Saved entries
================

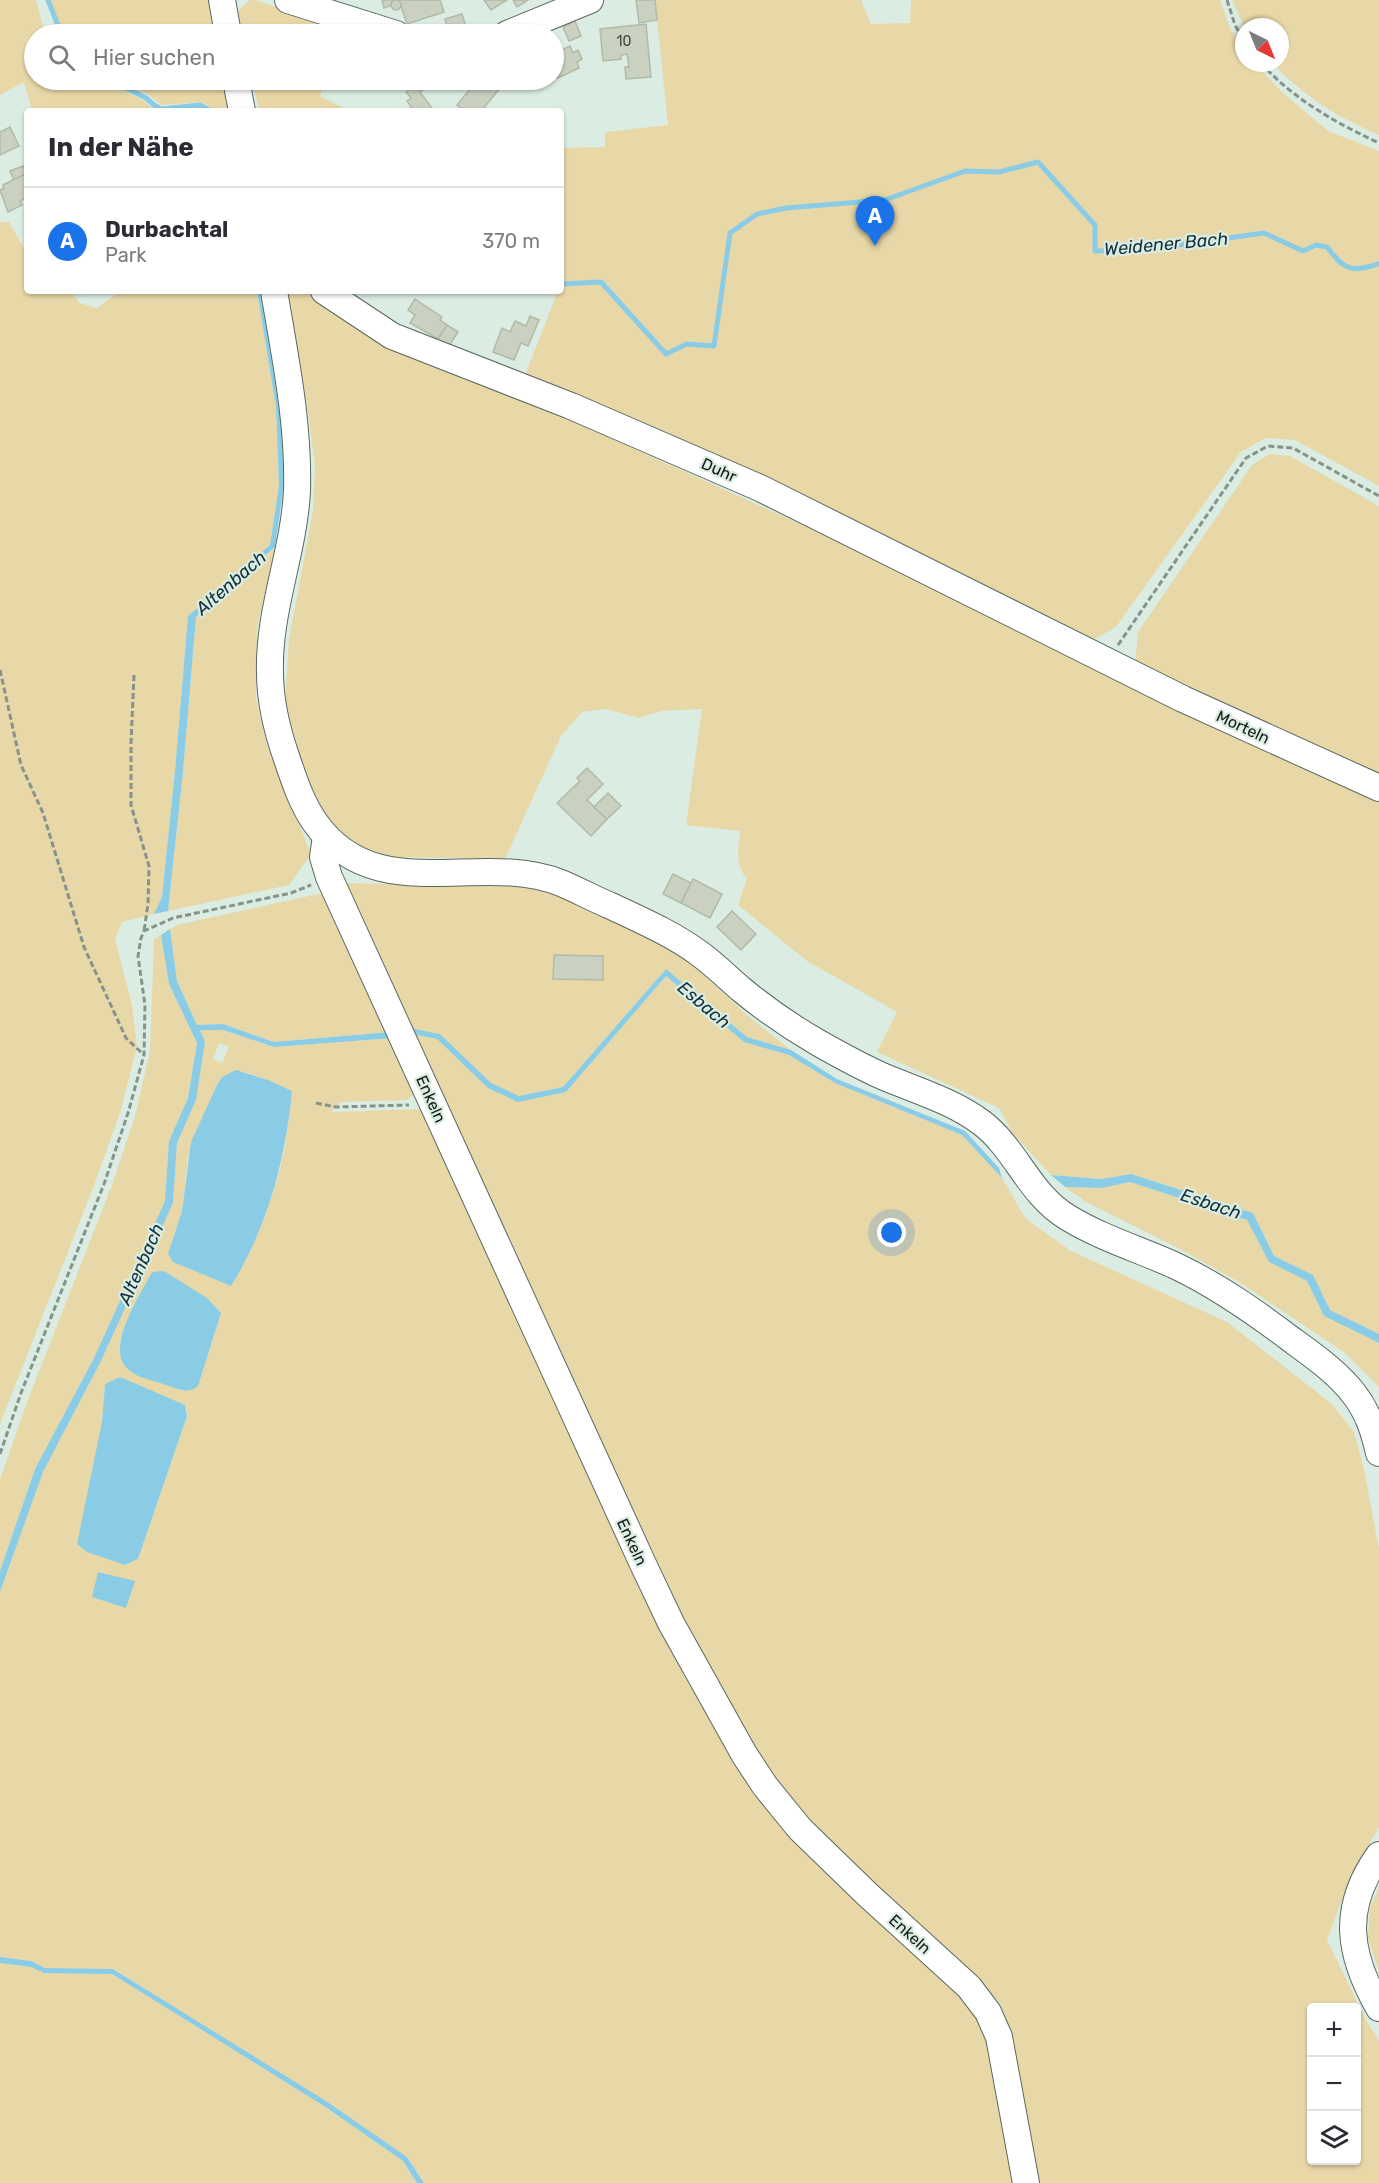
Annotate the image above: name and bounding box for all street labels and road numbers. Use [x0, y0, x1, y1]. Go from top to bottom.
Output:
street label: Duhr [698, 454, 740, 486]
street label: Morteln [1213, 706, 1273, 748]
street label: Enkeln [412, 1072, 450, 1126]
street label: Enkeln [613, 1515, 651, 1569]
street label: Enkeln [885, 1910, 935, 1958]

================

#### Task:
Leaving out every picture, repeat the records above exactly as they stand.

#### Output of the exercise:
Annotate the image above: name and bounding box for all street labels and road numbers. Use [x0, y0, x1, y1]. Go from top to bottom.
Output:
street label: Duhr [698, 454, 740, 486]
street label: Morteln [1213, 706, 1273, 748]
street label: Enkeln [412, 1072, 450, 1126]
street label: Enkeln [613, 1515, 651, 1569]
street label: Enkeln [885, 1910, 935, 1958]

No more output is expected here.